Cumhurbaşkanı Erdoğan, "köşe yazarıymış, ’düşüncesini belirtiyormuş’; ne olursan ol, beni bağlamaz. Eğer senin kalemin teröristin yanında yer alıyorsa sen benim karşımdasın" dedi.
Cumhurbaşkanı Erdoğan, Cumhurbaşkanlığı Külliyesi’nde Adıyaman, Afyon, Bolu, Bursa, Çankırı, Diyarbakır, Düzce, Elazığ, Hakkari, Hatay, Isparta, Karabük, Ordu, Samsun ve Ankara illerinden gelen muhtarlarla 22. Muhtarlar Toplantısı’nda bir araya geldi.
Programda konuşan Erdoğan, "Vatanımıza, birliğimize, beraberliğimize göz diken herkes bu milletin kendisine biçtiği akıbete de razı olmak zorundadır. Çünkü burada demokratik bir mücadele değil varlığımıza yönelen bir saldırı vardır. Türkiye olarak hiç kimse nefs-i müdafaa hakkımızı kullanmaktan bizi alıkoyamaz" dedi.
2013 yılından bu yana yaşanılan gelişmelerin Türkiye için aslında bir turnusol kağıdı işlevi gördüğünü belirten Erdoğan, "Ne kadar farklı isimler altında olan terör örgütleri varsa şimdi ortak hareket etme kararı aldılar.
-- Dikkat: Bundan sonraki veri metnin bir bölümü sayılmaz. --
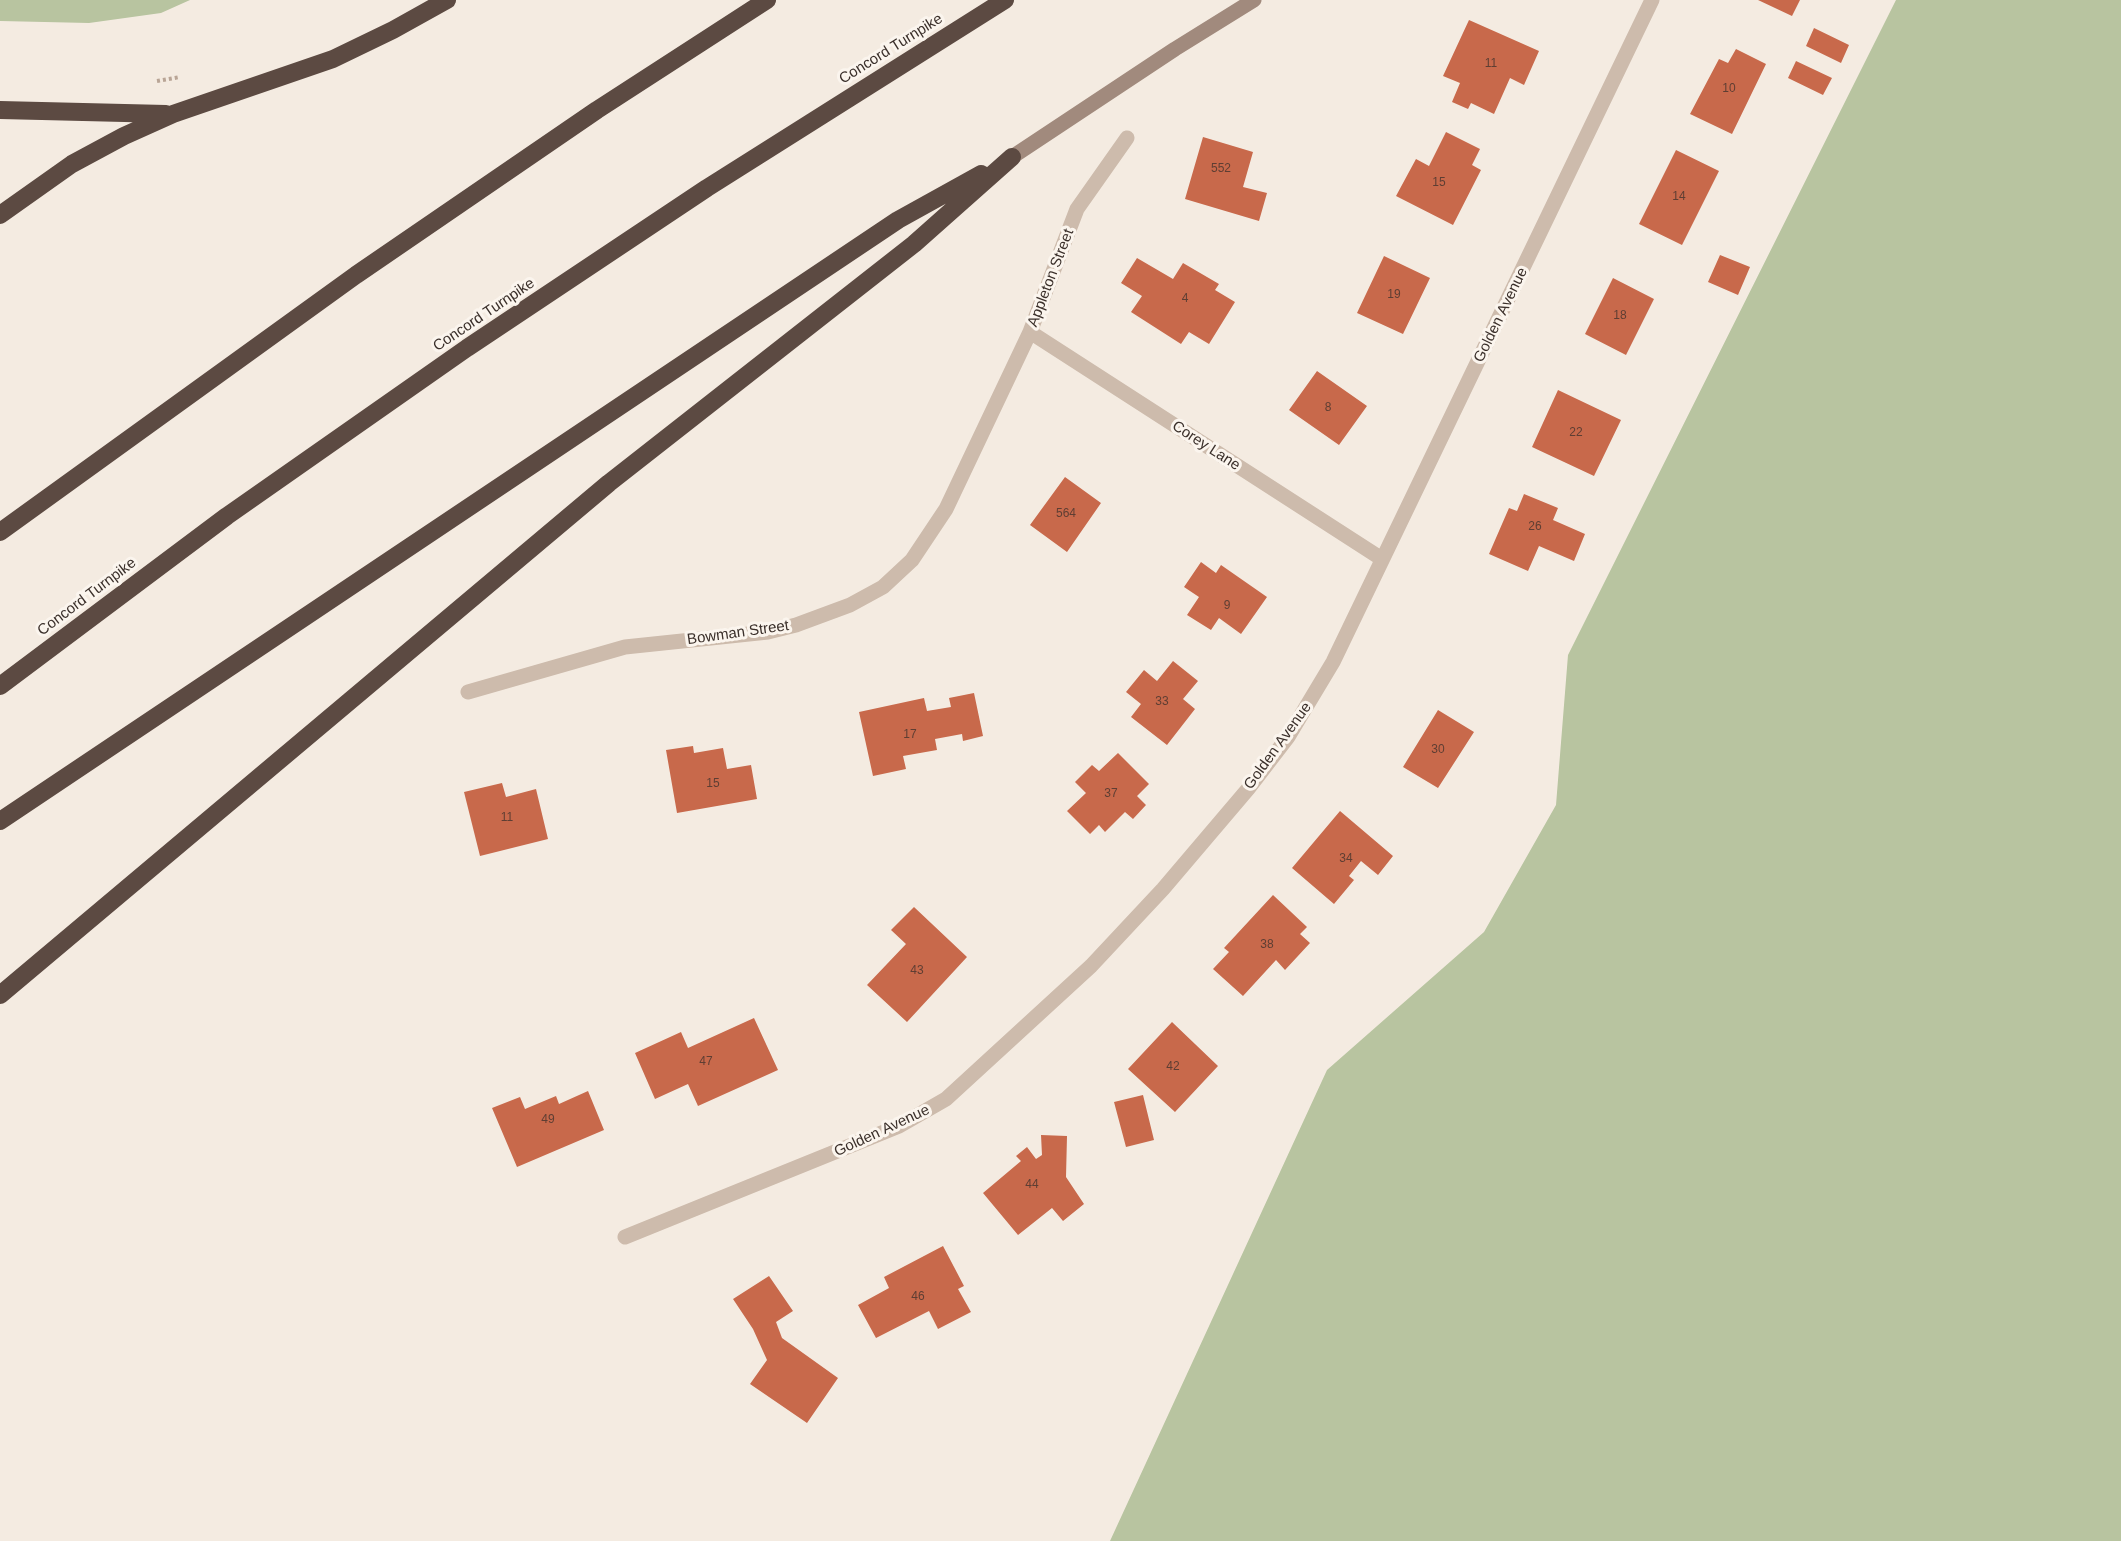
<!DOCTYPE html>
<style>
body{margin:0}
canvas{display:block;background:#f4ebe1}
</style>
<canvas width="2121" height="1541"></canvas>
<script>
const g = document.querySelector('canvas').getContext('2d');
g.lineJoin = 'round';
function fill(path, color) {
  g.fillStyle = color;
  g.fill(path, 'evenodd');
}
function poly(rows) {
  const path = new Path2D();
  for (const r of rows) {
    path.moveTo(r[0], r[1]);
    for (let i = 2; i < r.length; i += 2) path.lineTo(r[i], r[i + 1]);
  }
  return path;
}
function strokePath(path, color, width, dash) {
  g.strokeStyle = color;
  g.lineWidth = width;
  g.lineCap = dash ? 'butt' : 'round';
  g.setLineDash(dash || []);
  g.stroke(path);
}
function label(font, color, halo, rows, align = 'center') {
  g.font = font + ' Arial,sans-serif';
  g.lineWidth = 6;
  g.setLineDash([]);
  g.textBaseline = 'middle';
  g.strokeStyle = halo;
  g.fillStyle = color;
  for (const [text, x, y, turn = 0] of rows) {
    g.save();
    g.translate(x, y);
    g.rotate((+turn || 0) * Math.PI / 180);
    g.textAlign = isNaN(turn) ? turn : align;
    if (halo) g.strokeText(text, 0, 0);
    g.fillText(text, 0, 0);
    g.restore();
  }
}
const green = poly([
 [0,0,190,0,161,13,89,23,0,21],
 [1896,0,2121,0,2121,1541,1110,1541,1327,1070,1484,932,1556,805,1568,655]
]);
const building = poly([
 [1758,0,1800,0,1792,16],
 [1469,20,1539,51,1524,85,1510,78,1494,114,1471,103,1468,109,1452,102,1460,83,1443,76],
 [1814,28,1849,45,1841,63,1806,46],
 [1736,49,1766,64,1732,134,1690,114,1719,59,1728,63],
 [1796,61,1832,78,1823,95,1788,78],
 [1446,132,1480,149,1472,165,1481,170,1453,225,1396,196,1416,159,1429,166],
 [1203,137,1253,152,1243,187,1267,193,1259,221,1185,199],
 [1676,150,1719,171,1682,245,1639,224],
 [1720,255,1750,267,1738,295,1708,282],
 [1384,256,1430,278,1403,334,1357,313],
 [1137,258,1173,279,1183,263,1219,284,1215,290,1235,302,1209,344,1189,332,1181,344,1131,312,1142,296,1121,283],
 [1613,278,1654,299,1626,355,1585,334],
 [1317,371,1367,406,1339,445,1289,410],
 [1558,390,1621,420,1594,476,1532,447],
 [1065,477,1101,503,1067,552,1030,525],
 [1524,494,1558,508,1553,520,1585,534,1574,561,1539,546,1528,571,1489,554,1509,508,1517,511],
 [1201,562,1216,573,1221,565,1267,597,1241,634,1219,618,1211,630,1187,615,1199,597,1184,587],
 [1173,661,1198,681,1183,699,1195,709,1167,745,1131,717,1141,704,1126,692,1144,670,1157,681],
 [974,693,983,736,963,741,962,734,935,739,937,750,903,756,906,769,873,776,859,712,924,698,927,711,951,707,949,698],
 [1438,710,1474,732,1438,788,1403,767],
 [693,746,694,753,723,748,727,769,751,765,757,799,677,813,666,750],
 [1118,753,1149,784,1137,796,1146,805,1133,819,1125,812,1105,832,1099,825,1090,834,1067,811,1086,793,1075,782,1092,765,1099,771],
 [502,783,506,797,536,789,548,839,480,856,464,792],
 [1340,811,1393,856,1378,875,1361,861,1349,876,1354,880,1334,904,1292,868],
 [1273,895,1307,927,1300,934,1310,943,1285,970,1276,960,1243,996,1213,969,1229,952,1224,948],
 [914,907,967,957,907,1022,867,985,906,944,891,930],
 [754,1018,778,1070,698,1106,688,1084,655,1099,635,1053,681,1032,688,1048],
 [1172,1022,1218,1066,1175,1112,1128,1069],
 [588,1091,604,1130,517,1167,492,1108,520,1097,525,1109,556,1096,559,1104],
 [1143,1095,1154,1140,1126,1147,1114,1102],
 [1041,1135,1067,1136,1066,1177,1084,1204,1063,1221,1052,1208,1018,1235,983,1193,1021,1161,1016,1156,1027,1147,1036,1159,1042,1155],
 [943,1246,964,1286,958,1289,971,1312,938,1329,929,1311,876,1338,858,1305,889,1288,884,1277],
 [769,1276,793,1311,776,1322,782,1338,838,1378,807,1423,750,1384,767,1360,753,1329,733,1299]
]);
const path = poly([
 [157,81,180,77]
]);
const minor = poly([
 [1030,332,1382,559],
 [468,692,625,647,768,632,796,625,850,605,883,587,912,560,946,509,1030,332,1077,209,1127,138],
 [625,1237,899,1126,946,1099,1091,966,1163,889,1248,789,1288,737,1333,662,1652,0]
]);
const secondary = poly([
 [1012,157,1175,49,1254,0]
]);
const motorway = poly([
 [0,110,166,114],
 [0,215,72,164,124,136,173,114,333,59,393,30,447,0],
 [0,532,356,275,597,110,767,0],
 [0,686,227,516,467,348,707,188,1005,0],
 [0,821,898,220,981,174],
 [0,995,609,483,914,244,1012,157]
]);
const numberNames = [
 ["11",1491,64],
 ["10",1729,89],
 ["552",1221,169],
 ["15",1439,183],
 ["14",1679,197],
 ["19",1394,295],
 ["4",1185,299],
 ["18",1620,316],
 ["8",1328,408],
 ["22",1576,433],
 ["564",1066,514],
 ["26",1535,527],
 ["9",1227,606],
 ["33",1162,702],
 ["17",910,735],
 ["30",1438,750],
 ["15",713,784],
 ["37",1111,794],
 ["11",507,818],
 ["34",1346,859],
 ["38",1267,945],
 ["43",917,971],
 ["47",706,1062],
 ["42",1173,1067],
 ["49",548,1120],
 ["44",1032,1185],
 ["46",918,1297]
];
const streetNames = [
 ["Concord Turnpike",891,49,-32],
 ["Appleton Street",1051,278,-69],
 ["Concord Turnpike",484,315,-34],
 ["Golden Avenue",1501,315,-64],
 ["Corey Lane",1206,446,33],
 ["Concord Turnpike",87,597,-37],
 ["Bowman Street",738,633,-8],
 ["Golden Avenue",1278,746,-54],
 ["Golden Avenue",882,1131,-25]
];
fill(green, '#b8c4a0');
fill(building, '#c8694b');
strokePath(path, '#b9a596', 4, [3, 3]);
strokePath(minor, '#cdbbac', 15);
strokePath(secondary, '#a18a7d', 15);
strokePath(motorway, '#5c4a42', 18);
label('12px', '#5e3e33', null, numberNames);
label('15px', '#3b302b', '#fbf5ee', streetNames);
</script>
Bundan sonra hiç kimse, ölüm türküleri eşliğinde halay çekenleri bize demokrasi havarisi olarak gösteremez, dayatamaz. Çünkü hepsinin de gerçek yüzleri, gerçek niyetleri ortaya çıktı. Terör örgütünün pervasızlığı gücünden değil, acziyetinden kaynaklanıyor. Suriye’de istediğini elde edemeyen, sınır ilçelerimizde başlattığı kalkışma teşebbüsü hüsranla sonuçlanan, bölge halkından yüz bulamayan terör örgütü, rastgele hedeflere yönelik saldırılarıyla son ve en ahlaksız kozunu oynuyor. İnşallah gerekli tedbirlerin süratle alınmasıyla bu oyunu da boşa çıkaracağız. Bu bombalarla onlar bizim canımızı yakıyor olabilir ama inanın biz onları tamamen imha ederek şehitlerimize, gazilerimize, onların geride kalan yakınlarına karşı mahcup olmayacağız" ifadelerini kullandı.
"KARDEŞLERİM SİZ BU MİLLETİ, BU DEVLETİ NE ZANNETTİNİZ?"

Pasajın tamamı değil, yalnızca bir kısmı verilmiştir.